=== Section Start ===

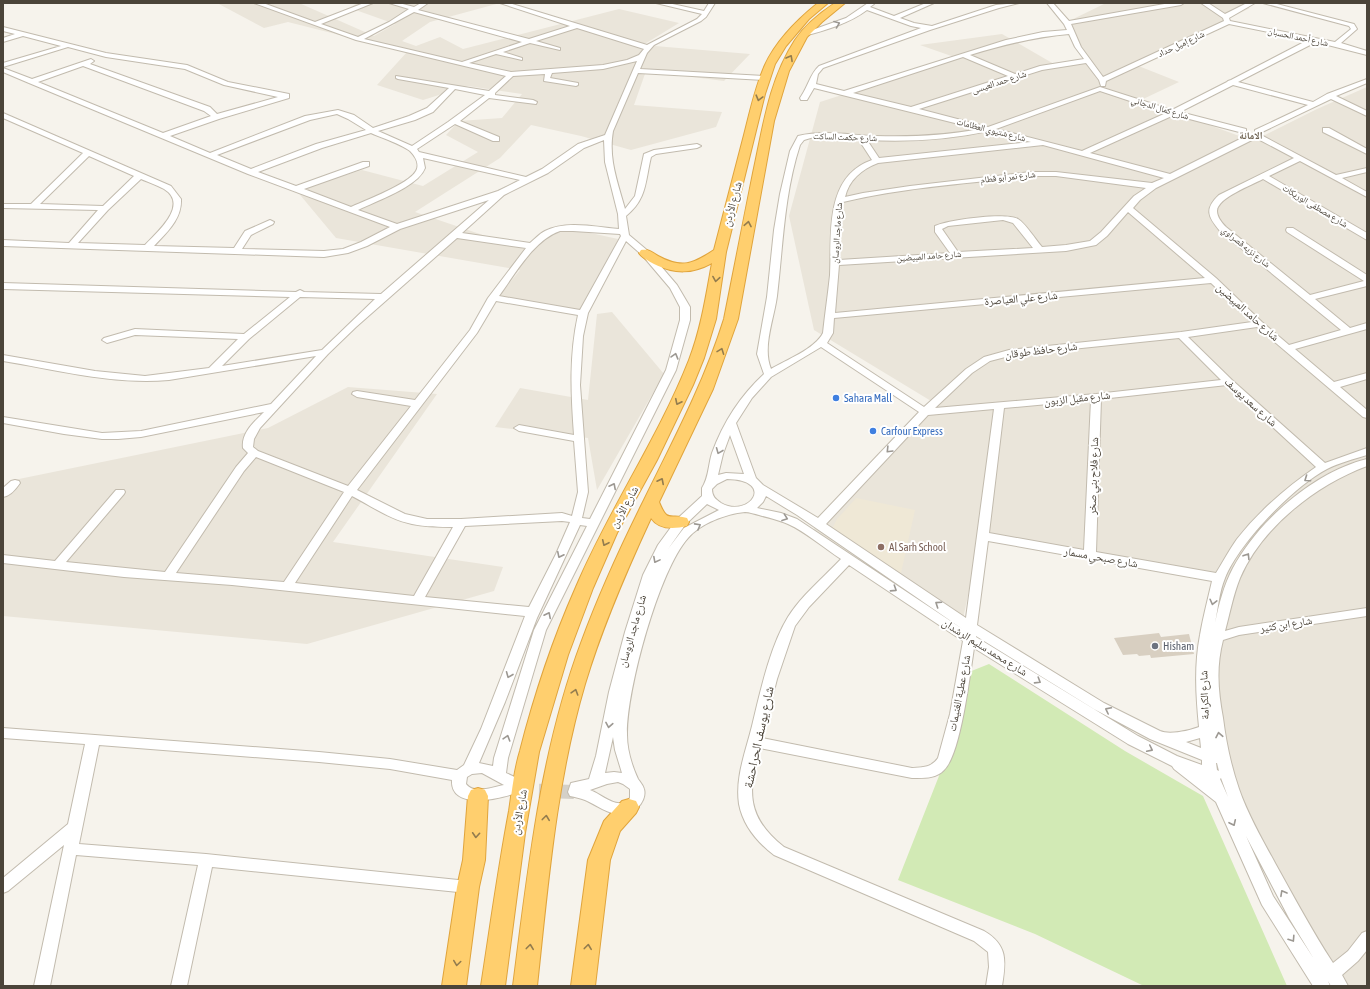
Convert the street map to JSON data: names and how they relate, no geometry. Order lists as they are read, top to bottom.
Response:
{
  "streets": {
    "highway": ["شارع الأردن"],
    "street": [
      "شارع أحمد الحسبان",
      "شارع إميل حداد",
      "شارع حمد العيسى",
      "شارع كمال الدجاني",
      "شارع شتيوي العظامات",
      "شارع حكمت الساكت",
      "شارع نمر أبو قطام",
      "شارع مصطفى الوريكات",
      "شارع ماجد الروسان",
      "شارع نزيه قصراوي",
      "شارع حامد المبيضين",
      "شارع علي العياصرة",
      "شارع حافظ طوقان",
      "شارع مقبل الزبون",
      "شارع سعد يوسف",
      "شارع فلاح بني صخر",
      "شارع صبحي مسمار",
      "شارع ابن كثير",
      "شارع محمد سليم الرشدان",
      "شارع عطية الغنيمات",
      "شارع الكرامة",
      "شارع يوسف الحراحشة"
    ]
  },
  "crossings": [
    ["شارع أحمد الحسبان", "شارع إميل حداد"],
    ["شارع حمد العيسى", "شارع شتيوي العظامات"],
    ["شارع كمال الدجاني", "شارع حكمت الساكت"],
    ["شارع شتيوي العظامات", "شارع حكمت الساكت"],
    ["شارع شتيوي العظامات", "شارع ماجد الروسان"],
    ["شارع شتيوي العظامات", "شارع حامد المبيضين"],
    ["شارع نمر أبو قطام", "شارع ماجد الروسان"],
    ["شارع نمر أبو قطام", "شارع حامد المبيضين"],
    ["شارع مصطفى الوريكات", "شارع نزيه قصراوي"],
    ["شارع ماجد الروسان", "شارع حامد المبيضين"],
    ["شارع ماجد الروسان", "شارع علي العياصرة"],
    ["شارع ماجد الروسان", "شارع محمد سليم الرشدان"],
    ["شارع حامد المبيضين", "شارع علي العياصرة"],
    ["شارع حامد المبيضين", "شارع حافظ طوقان"],
    ["شارع حافظ طوقان", "شارع مقبل الزبون"],
    ["شارع حافظ طوقان", "شارع سعد يوسف"],
    ["شارع حافظ طوقان", "شارع محمد سليم الرشدان"],
    ["شارع مقبل الزبون", "شارع سعد يوسف"],
    ["شارع مقبل الزبون", "شارع فلاح بني صخر"],
    ["شارع مقبل الزبون", "شارع عطية الغنيمات"],
    ["شارع سعد يوسف", "شارع الكرامة"],
    ["شارع فلاح بني صخر", "شارع صبحي مسمار"],
    ["شارع صبحي مسمار", "شارع عطية الغنيمات"],
    ["شارع صبحي مسمار", "شارع الكرامة"],
    ["شارع ابن كثير", "شارع الكرامة"],
    ["شارع محمد سليم الرشدان", "شارع عطية الغنيمات"],
    ["شارع محمد سليم الرشدان", "شارع الكرامة"],
    ["شارع محمد سليم الرشدان", "شارع يوسف الحراحشة"],
    ["شارع عطية الغنيمات", "شارع يوسف الحراحشة"]
  ],
  "districts": ["الامانة"],
  "places": [
    "Sahara Mall",
    "Carfour Express",
    "Al Sarh School",
    "Hisham"
  ]
}
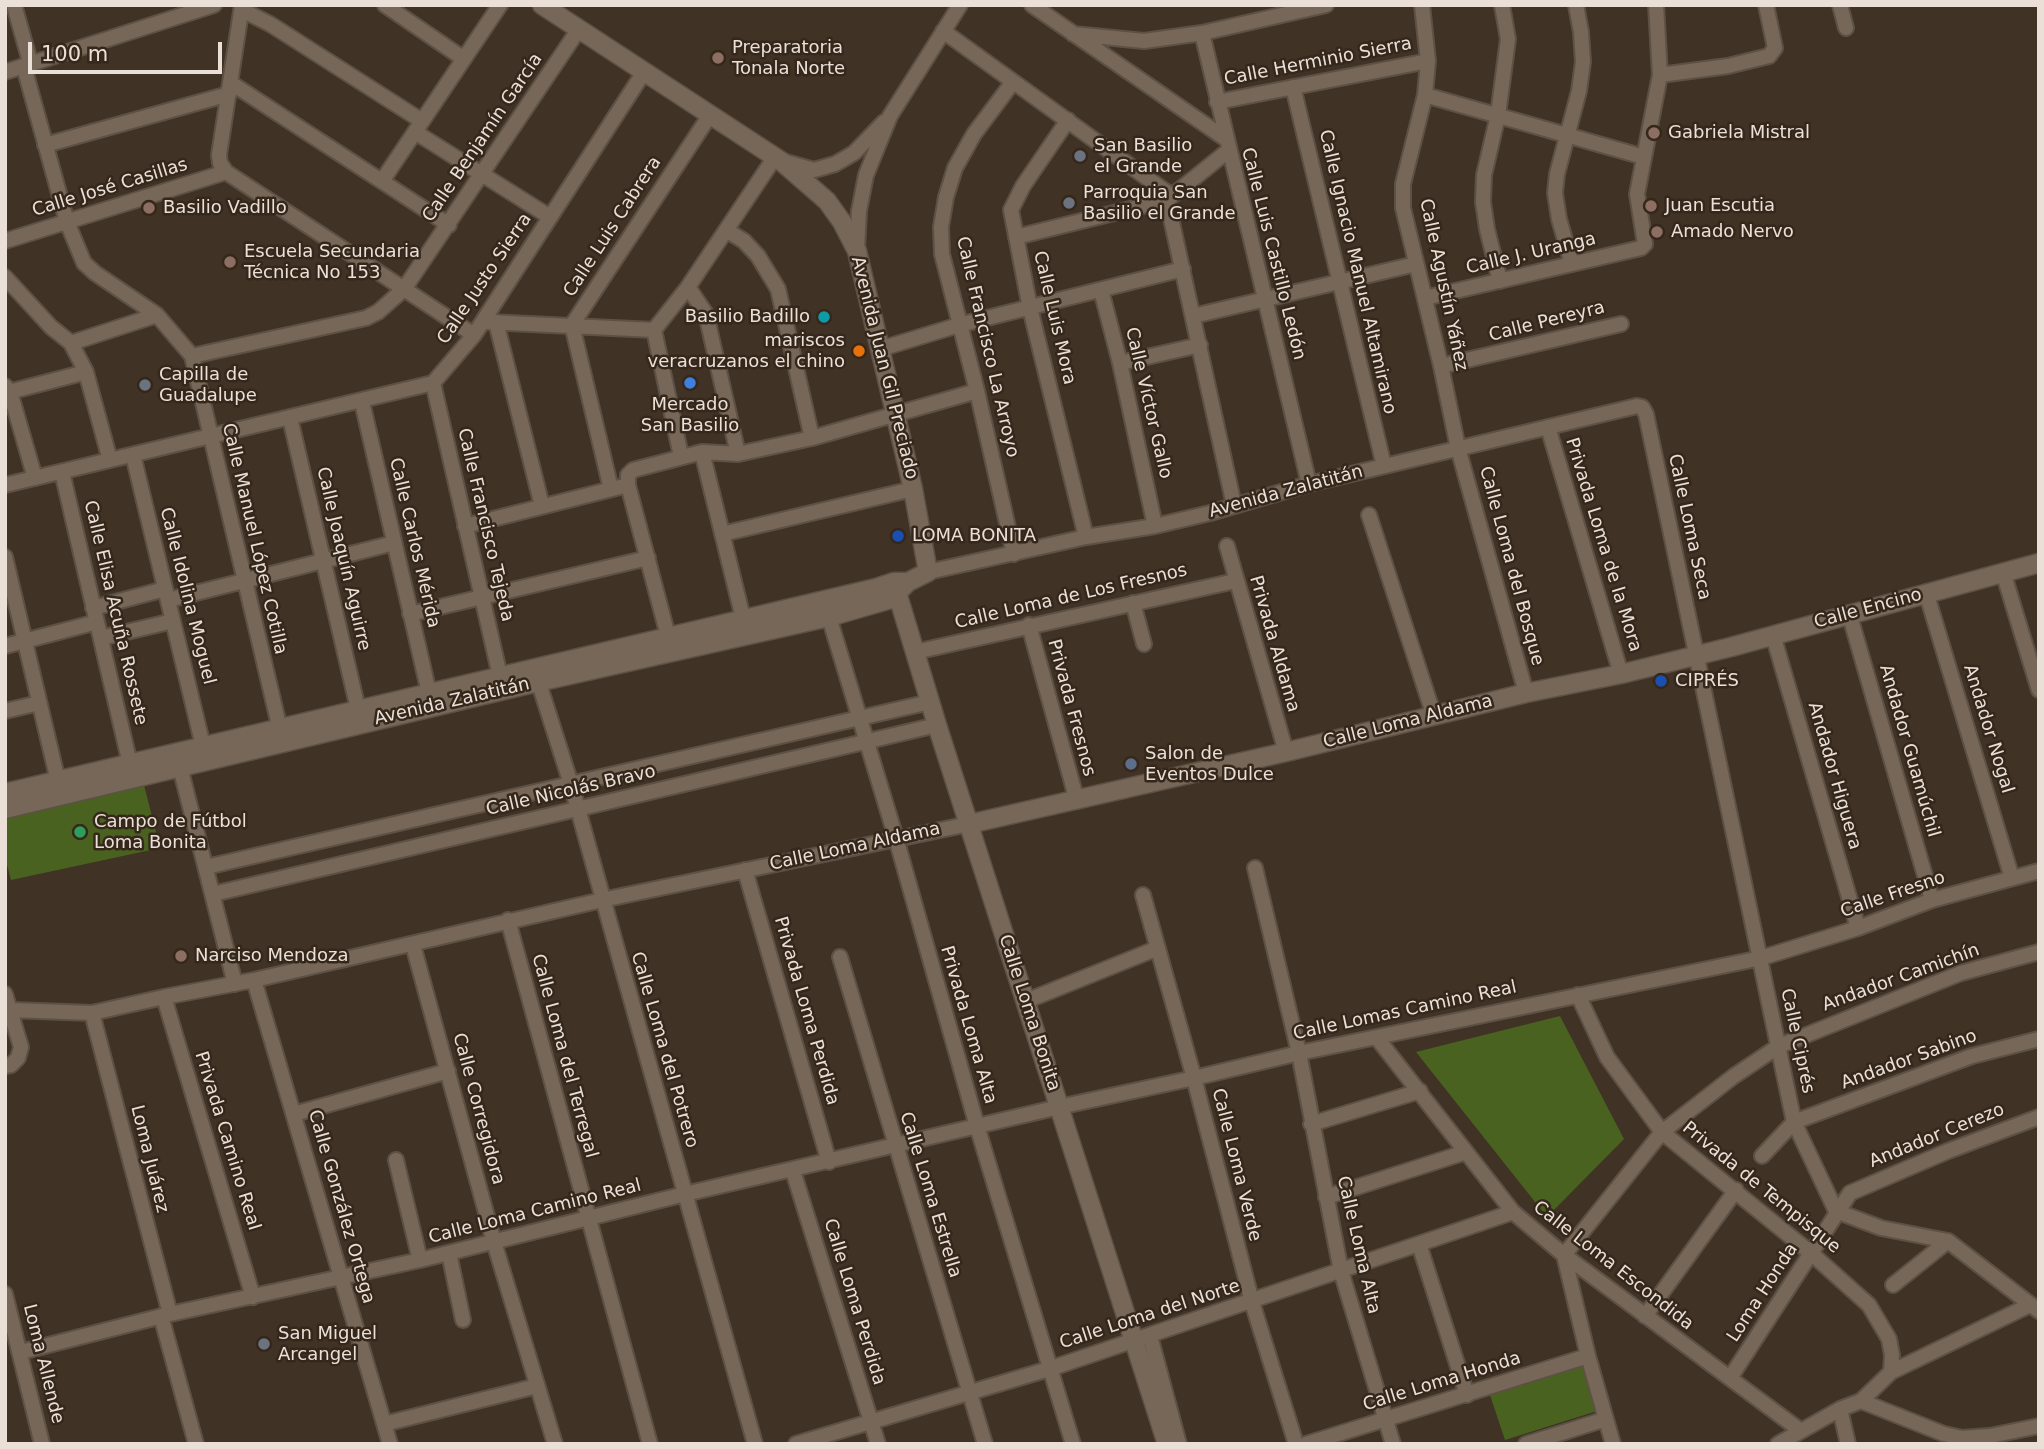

=== Section End ===

Work task:
What is needed is every entry written out word for word, with no pictures.

Solved problem:
Convert the street map to JSON data: names and how they relate, no geometry. Order lists as they are read, top to bottom.
Response:
{
  "streets": {
    "highway": ["شارع الأردن"],
    "street": [
      "شارع أحمد الحسبان",
      "شارع إميل حداد",
      "شارع حمد العيسى",
      "شارع كمال الدجاني",
      "شارع شتيوي العظامات",
      "شارع حكمت الساكت",
      "شارع نمر أبو قطام",
      "شارع مصطفى الوريكات",
      "شارع ماجد الروسان",
      "شارع نزيه قصراوي",
      "شارع حامد المبيضين",
      "شارع علي العياصرة",
      "شارع حافظ طوقان",
      "شارع مقبل الزبون",
      "شارع سعد يوسف",
      "شارع فلاح بني صخر",
      "شارع صبحي مسمار",
      "شارع ابن كثير",
      "شارع محمد سليم الرشدان",
      "شارع عطية الغنيمات",
      "شارع الكرامة",
      "شارع يوسف الحراحشة"
    ]
  },
  "crossings": [
    ["شارع أحمد الحسبان", "شارع إميل حداد"],
    ["شارع حمد العيسى", "شارع شتيوي العظامات"],
    ["شارع كمال الدجاني", "شارع حكمت الساكت"],
    ["شارع شتيوي العظامات", "شارع حكمت الساكت"],
    ["شارع شتيوي العظامات", "شارع ماجد الروسان"],
    ["شارع شتيوي العظامات", "شارع حامد المبيضين"],
    ["شارع نمر أبو قطام", "شارع ماجد الروسان"],
    ["شارع نمر أبو قطام", "شارع حامد المبيضين"],
    ["شارع مصطفى الوريكات", "شارع نزيه قصراوي"],
    ["شارع ماجد الروسان", "شارع حامد المبيضين"],
    ["شارع ماجد الروسان", "شارع علي العياصرة"],
    ["شارع ماجد الروسان", "شارع محمد سليم الرشدان"],
    ["شارع حامد المبيضين", "شارع علي العياصرة"],
    ["شارع حامد المبيضين", "شارع حافظ طوقان"],
    ["شارع حافظ طوقان", "شارع مقبل الزبون"],
    ["شارع حافظ طوقان", "شارع سعد يوسف"],
    ["شارع حافظ طوقان", "شارع محمد سليم الرشدان"],
    ["شارع مقبل الزبون", "شارع سعد يوسف"],
    ["شارع مقبل الزبون", "شارع فلاح بني صخر"],
    ["شارع مقبل الزبون", "شارع عطية الغنيمات"],
    ["شارع سعد يوسف", "شارع الكرامة"],
    ["شارع فلاح بني صخر", "شارع صبحي مسمار"],
    ["شارع صبحي مسمار", "شارع عطية الغنيمات"],
    ["شارع صبحي مسمار", "شارع الكرامة"],
    ["شارع ابن كثير", "شارع الكرامة"],
    ["شارع محمد سليم الرشدان", "شارع عطية الغنيمات"],
    ["شارع محمد سليم الرشدان", "شارع الكرامة"],
    ["شارع محمد سليم الرشدان", "شارع يوسف الحراحشة"],
    ["شارع عطية الغنيمات", "شارع يوسف الحراحشة"]
  ],
  "districts": ["الامانة"],
  "places": [
    "Sahara Mall",
    "Carfour Express",
    "Al Sarh School",
    "Hisham"
  ]
}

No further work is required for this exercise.